● YOUR ASSIGNMENT
Among the entries, find the lines with the string "from" and report them.

[Collected data]
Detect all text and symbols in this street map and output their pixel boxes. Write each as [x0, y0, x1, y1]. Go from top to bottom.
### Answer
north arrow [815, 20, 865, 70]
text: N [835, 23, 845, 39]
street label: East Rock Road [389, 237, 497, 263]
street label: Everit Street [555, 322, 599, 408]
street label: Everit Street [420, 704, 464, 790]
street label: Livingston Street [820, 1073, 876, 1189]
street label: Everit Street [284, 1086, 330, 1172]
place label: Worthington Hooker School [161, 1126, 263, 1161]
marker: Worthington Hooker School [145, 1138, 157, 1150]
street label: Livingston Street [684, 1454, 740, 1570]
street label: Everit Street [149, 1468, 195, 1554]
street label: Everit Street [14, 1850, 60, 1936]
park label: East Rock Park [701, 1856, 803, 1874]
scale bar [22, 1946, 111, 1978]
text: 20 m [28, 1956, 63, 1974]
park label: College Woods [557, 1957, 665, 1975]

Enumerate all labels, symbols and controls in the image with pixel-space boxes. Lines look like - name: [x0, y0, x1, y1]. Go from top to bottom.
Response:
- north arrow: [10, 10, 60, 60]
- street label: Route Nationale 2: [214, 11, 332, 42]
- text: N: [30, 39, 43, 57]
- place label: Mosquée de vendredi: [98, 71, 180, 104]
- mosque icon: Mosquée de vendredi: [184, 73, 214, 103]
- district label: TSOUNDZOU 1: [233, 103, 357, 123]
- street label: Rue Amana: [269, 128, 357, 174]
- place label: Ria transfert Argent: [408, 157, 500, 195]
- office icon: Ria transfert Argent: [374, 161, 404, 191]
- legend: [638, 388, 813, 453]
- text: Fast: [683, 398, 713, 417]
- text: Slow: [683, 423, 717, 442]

● SOLUTION
Detect all text and symbols in this street map and output their pixel boxes. Write each as [x0, y0, x1, y1]. Go from top to bottom.
Enumerate all labels, symbols and controls in the image with pixel-space boxes. Lines look like - name: [x0, y0, x1, y1]. Go from top to bottom.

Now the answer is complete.